Have you built a barn? We know people who have!
This is Marlene Mays’ first-ever free pieced barn. She plans to hand appliqué the chickens and tractor in the barnyard.
Sandra Queen’s second-ever free pieced barn features a large cross-timbered door, gabled roof, pumpkins, and hay bales.
Sandra Queen’s third barn, which she nicknamed “The Psychedelic Barn on a Hill” features a glorious pieced sky filled with hot air balloons. She said “I had so much fun. I did not know I had that much imagination!”
This is one of Brenda Lloyd’s very first sewing/quilting projects – her first-ever free pieced barn.
Brenda Lloyd’s second barn, complete with a large stone silo, features multiple stories and a gable roof.
This is Kathryn Gribben’s first-ever free piecing project. She is thrilled with the results and thought the process was so much fun!
These recent barn blocks of Julie Sefton’s feature a large weathered barn on a cloudy day, a rose-tinted Pollyanna barn, and a rainy springtime purple barn to show there are SO many ways to build a barn.

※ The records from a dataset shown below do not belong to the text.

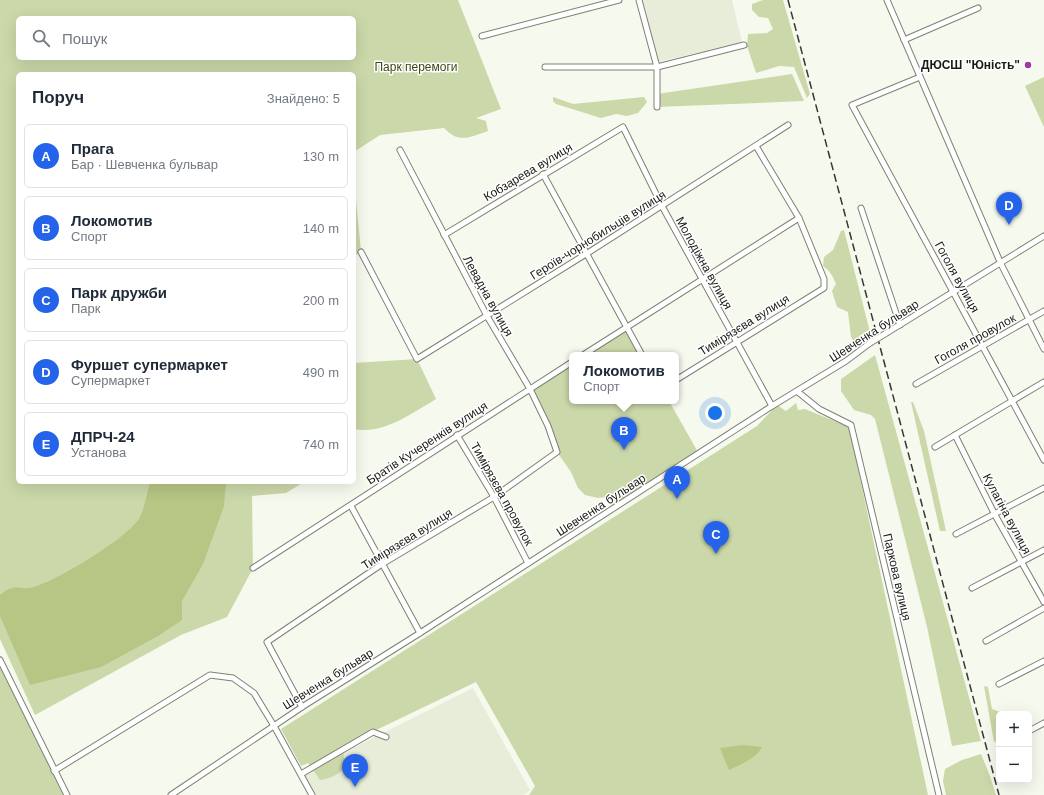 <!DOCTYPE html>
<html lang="uk">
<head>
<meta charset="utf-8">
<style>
	:root { --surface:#fff; --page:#f6f6f7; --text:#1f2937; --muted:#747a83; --line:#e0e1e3; --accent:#2563eb }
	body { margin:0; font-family:Helvetica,sans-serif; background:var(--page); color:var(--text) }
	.controls { position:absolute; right:12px; bottom:12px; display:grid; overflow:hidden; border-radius:6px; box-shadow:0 4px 16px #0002 }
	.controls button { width:36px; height:36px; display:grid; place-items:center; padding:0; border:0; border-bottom:1px solid var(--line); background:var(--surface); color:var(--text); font:20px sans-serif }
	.you { position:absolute; left:715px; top:413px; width:14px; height:14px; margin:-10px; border:3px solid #fff; border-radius:50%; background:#1a73e8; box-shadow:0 0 0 6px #1a73e833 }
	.badge { display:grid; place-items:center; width:26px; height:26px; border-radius:50%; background:var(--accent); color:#fff; font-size:13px; font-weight:700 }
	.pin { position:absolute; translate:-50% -33px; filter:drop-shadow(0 1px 2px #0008) }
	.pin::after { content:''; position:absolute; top:21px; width:14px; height:12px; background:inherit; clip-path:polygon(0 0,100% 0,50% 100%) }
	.popup { position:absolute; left:569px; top:352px; width:110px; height:52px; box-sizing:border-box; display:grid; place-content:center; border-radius:6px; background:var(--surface); filter:drop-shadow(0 1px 3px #0005); font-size:13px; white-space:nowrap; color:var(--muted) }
	.popup b { font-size:15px; color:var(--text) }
	.popup::after { content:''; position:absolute; left:50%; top:100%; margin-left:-8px; border:8px solid transparent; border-top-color:var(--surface) }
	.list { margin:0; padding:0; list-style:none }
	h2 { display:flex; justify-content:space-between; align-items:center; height:52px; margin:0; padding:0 16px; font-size:17px }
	h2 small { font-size:13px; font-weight:400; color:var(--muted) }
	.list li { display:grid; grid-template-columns:26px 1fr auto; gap:12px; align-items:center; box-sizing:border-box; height:64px; margin:0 8px 8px; padding:0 8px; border:1px solid var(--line); border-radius:6px }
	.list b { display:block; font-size:15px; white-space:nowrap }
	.list p { margin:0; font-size:13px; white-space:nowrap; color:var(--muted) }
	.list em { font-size:13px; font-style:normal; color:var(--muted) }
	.icon { flex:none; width:22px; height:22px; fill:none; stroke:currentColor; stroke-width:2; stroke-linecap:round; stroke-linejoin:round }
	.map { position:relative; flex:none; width:1044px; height:795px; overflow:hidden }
	.search { position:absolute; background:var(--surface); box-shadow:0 4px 16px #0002; left:16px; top:16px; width:340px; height:44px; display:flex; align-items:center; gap:10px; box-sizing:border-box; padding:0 14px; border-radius:6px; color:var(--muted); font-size:15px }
	.panel { position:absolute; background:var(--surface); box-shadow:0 4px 16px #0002; left:16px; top:72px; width:340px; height:412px; border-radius:6px }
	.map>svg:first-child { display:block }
</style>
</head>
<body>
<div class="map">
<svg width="1044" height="795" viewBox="0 0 1044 795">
	<rect width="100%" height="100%" fill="#f6f9ed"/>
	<g fill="#e8edda">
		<polygon points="643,0 732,0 742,42 658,62"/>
		<polygon points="473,688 530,790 524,795 312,795 301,774"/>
	</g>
	<g fill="#cbd8a9" fill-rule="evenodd">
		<path d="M 0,0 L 458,0 L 501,109 L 476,118 L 486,121 L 488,131 C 470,137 459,144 444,128 L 380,135 L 354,152 L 354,74 L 18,74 L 18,482 L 304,482 L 286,493 L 252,496 L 253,568 L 227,617 L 181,635 L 35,715 L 0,639 ZM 18,18 L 354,18 L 354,58 L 18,58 Z"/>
		<polygon points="763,0 783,0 810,94 807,98 794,67 779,66 756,73 747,46 748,34 767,33 773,29 768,18 759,17 752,10 752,4"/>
		<polygon points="792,74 804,101 657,107 657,94"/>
		<polygon points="1044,77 1044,127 1025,86"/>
		<polygon points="553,97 573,104 644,97 647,102 638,113 627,116 616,114 601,118 556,104 553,101"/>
		<polygon points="354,191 356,199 361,252 354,256"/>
		<path d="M 844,230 L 872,340 L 858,347 L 851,337 L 848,312 L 837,307 L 832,291 L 836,284 C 833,276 830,271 823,266 L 824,257 L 833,250 L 841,231 Z"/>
		<polygon points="626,328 642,355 583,355"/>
		<polygon points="875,355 981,741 952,746 927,627 875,419 871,415 854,410 841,391 841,379"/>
		<path d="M 417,359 L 436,399 C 412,413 383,435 354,429 L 354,363 Z"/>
		<polygon points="572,362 572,401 669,401 699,454 613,509 606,497 598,498 585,495 578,488 571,472 557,452 530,389"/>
		<polygon points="911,402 913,402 924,431 946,531 940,531"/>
		<path d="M 796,403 L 798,410 L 805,409 L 849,427 L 928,795 L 529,795 L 535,786 L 476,682 L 345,745 C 341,754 345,755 345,763 C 345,773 329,779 320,780 L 308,763 L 301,766 L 281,729 L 757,426 L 777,405 L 786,411 Z"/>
		<polygon points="0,660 67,795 0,795"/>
		<polygon points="984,686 988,687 992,709 1000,712 999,741 994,742"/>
		<polygon points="981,754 990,776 996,795 946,795 943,781 945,769 962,760"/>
	</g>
	<g fill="#b6c684">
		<path d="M 150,482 L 226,482 L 224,506 L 203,564 L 182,601 L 182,620 L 158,636 L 101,667 L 30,685 L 0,616 L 0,595 C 16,582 19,591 34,587 C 56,581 130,537 140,517 C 145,507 147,493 150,482 Z"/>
		<path d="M 743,745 L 762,747 C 757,758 740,765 729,770 L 720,748 Z"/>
	</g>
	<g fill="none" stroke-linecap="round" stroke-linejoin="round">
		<defs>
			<g id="minor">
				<polyline points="639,0 657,67 657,107"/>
				<polyline points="887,0 1001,264 1044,349"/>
				<polyline points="482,36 619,0"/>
				<polyline points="904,40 978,8"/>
				<polyline points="545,67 657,67 744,45"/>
				<polyline points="920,77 852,105 1044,460"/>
				<polyline points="543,174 642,355"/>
				<polyline points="861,208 900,325"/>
				<polyline points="444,235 623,127 662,206 772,406"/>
				<polyline points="361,252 417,359 586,254 788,125"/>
				<polyline points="888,332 1044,236"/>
				<polyline points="583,355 799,218"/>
				<polyline points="676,380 824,288 824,279 799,218 756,146"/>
				<polyline points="916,384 1044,311"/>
				<polyline points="798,392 819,409 851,425 939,795"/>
				<polyline points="457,435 494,497 528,563"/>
				<polyline points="955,435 995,515 1044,602"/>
				<polyline points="935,447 1044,382"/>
				<polyline points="351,506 420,633"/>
				<polyline points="956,534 1044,488"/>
				<polyline points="253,568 572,362"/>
				<polyline points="972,588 1044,550"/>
				<polyline points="986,641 1044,608"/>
				<polyline points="0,660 67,795"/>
				<polyline points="999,684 1044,661"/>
				<polyline points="302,707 267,642 382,564 494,497 557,452 548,426 530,389 487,316 400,150"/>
				<polyline points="1029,731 1044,723"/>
				<polyline points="54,771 210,675 233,678 254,693 274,726 312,795"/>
				<polyline points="301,774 373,732 386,737"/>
				<polyline points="171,795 302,707 420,633 772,406 846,361 870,343"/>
			</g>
		</defs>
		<use href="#minor" stroke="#7d8075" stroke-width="7"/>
		<use href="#minor" stroke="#fff" stroke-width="5"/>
		<polyline stroke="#373833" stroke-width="1.5" stroke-dasharray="8 4" stroke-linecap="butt" points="788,0 999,795"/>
		<defs>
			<polyline id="minor-bridge" points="870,343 888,332"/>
		</defs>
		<use href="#minor-bridge" stroke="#7d8075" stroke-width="7" stroke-linecap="butt"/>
		<use href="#minor-bridge" stroke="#fff" stroke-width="5"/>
	</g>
	<circle fill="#9f3a9e" stroke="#fff" stroke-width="1.5" cx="1028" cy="65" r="4"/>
	<g text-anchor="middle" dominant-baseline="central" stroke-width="3" stroke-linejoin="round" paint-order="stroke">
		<g font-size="12" font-weight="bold" fill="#191a16" stroke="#fff" text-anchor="end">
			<text x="1020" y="65">ДЮСШ "Юність"</text>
		</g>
		<g font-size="12" fill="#3d4716" stroke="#fff">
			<text x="416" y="67">Парк перемоги</text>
		</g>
		<g font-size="12" fill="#191a16" stroke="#fff">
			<text transform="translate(528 172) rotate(-31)">Кобзарева вулиця</text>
			<text transform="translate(598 235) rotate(-32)">Героїв-чорнобильців вулиця</text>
			<text transform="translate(704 263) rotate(61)">Молодіжна вулиця</text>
			<text transform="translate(957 277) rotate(61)">Гоголя вулиця</text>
			<text transform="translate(488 296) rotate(61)">Левадна вулиця</text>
			<text transform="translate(744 325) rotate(-32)">Тимірязєва вулиця</text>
			<text transform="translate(874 331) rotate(-33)">Шевченка бульвар</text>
			<text transform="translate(975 339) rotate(-29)">Гоголя провулок</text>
			<text transform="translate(427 443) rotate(-33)">Братів Кучеренків вулиця</text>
			<text transform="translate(502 494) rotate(61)">Тимірязєва провулок</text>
			<text transform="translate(601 505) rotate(-33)">Шевченка бульвар</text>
			<text transform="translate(1007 514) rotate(62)">Кулагіна вулиця</text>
			<text transform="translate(407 539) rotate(-32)">Тимірязєва вулиця</text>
			<text transform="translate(897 577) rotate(77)">Паркова вулиця</text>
			<text transform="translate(328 679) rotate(-32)">Шевченка бульвар</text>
		</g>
	</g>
</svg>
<div class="controls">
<button>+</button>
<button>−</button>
</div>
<div class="you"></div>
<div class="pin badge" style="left:677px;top:499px">A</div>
<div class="pin badge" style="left:624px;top:450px">B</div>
<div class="popup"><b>Локомотив</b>Спорт</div>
<div class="pin badge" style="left:716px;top:554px">C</div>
<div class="pin badge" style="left:1009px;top:225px">D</div>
<div class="pin badge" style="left:355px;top:787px">E</div>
<div class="search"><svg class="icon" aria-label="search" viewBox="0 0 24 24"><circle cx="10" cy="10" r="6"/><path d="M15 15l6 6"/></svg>Пошук</div>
<section class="panel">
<h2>Поруч<small>Знайдено: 5</small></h2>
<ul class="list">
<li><span class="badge">A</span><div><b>Прага</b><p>Бар · Шевченка бульвар</p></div><em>130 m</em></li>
<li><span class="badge">B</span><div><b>Локомотив</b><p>Спорт</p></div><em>140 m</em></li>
<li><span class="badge">C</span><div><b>Парк дружби</b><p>Парк</p></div><em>200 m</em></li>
<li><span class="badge">D</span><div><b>Фуршет супермаркет</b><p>Супермаркет</p></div><em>490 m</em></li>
<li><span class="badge">E</span><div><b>ДПРЧ-24</b><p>Установа</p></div><em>740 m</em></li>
</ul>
</section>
</div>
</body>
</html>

Free pieced barn blocks can be traditional (left) or minimalist (right) in design. Quilting can be freemotion (left) or walking foot (right). You could also hand quilt your free pieced barn.
Using the techniques in Build-A-Barn, Julie created this sampler to show four different styles of silos in wood, stone, concrete, and brick. (In case you’re wondering, that’s a tree silo on the right – did you know that tree seedlings can grow protected inside abandoned silos and eventually grow tall enough to extend above the silo’s open top?)
For those who prefer to work with solids, they work beautifully as shown in Julie’s recent Hay Bale Barn.
And, if you are intrigued by the process of free piecing but don’t want to literally build a barn . . .
Kaja Ziesler, who used the free piecing process described in Julie’s book to create a series of English lighthouses, shared this, “So what do I like about this book? I love Julie’s attitude to inspiring the reader. She gives us, in detail, her techniques and thought process but at every stage encourages us to do our own thing.”
Cathy Labath, a charter member of the Secret Society of Barn Builders (the makers of the BUILD A BARN gallery quilts), used Julie’s free piecing process to create a very special house in Ashfield Demesne, Beagh Parish, Galway Ireland – her late-1800s ancestral home. “Julie Sefton’s book Build-A-Barn walked me through the process of free piecing a barn, and that experience gave me the confidence to try free piecing my ancestral home. Believe me, if I can do it so can you. I’m more of a left-brained (logical) than right-brained (creative) person.”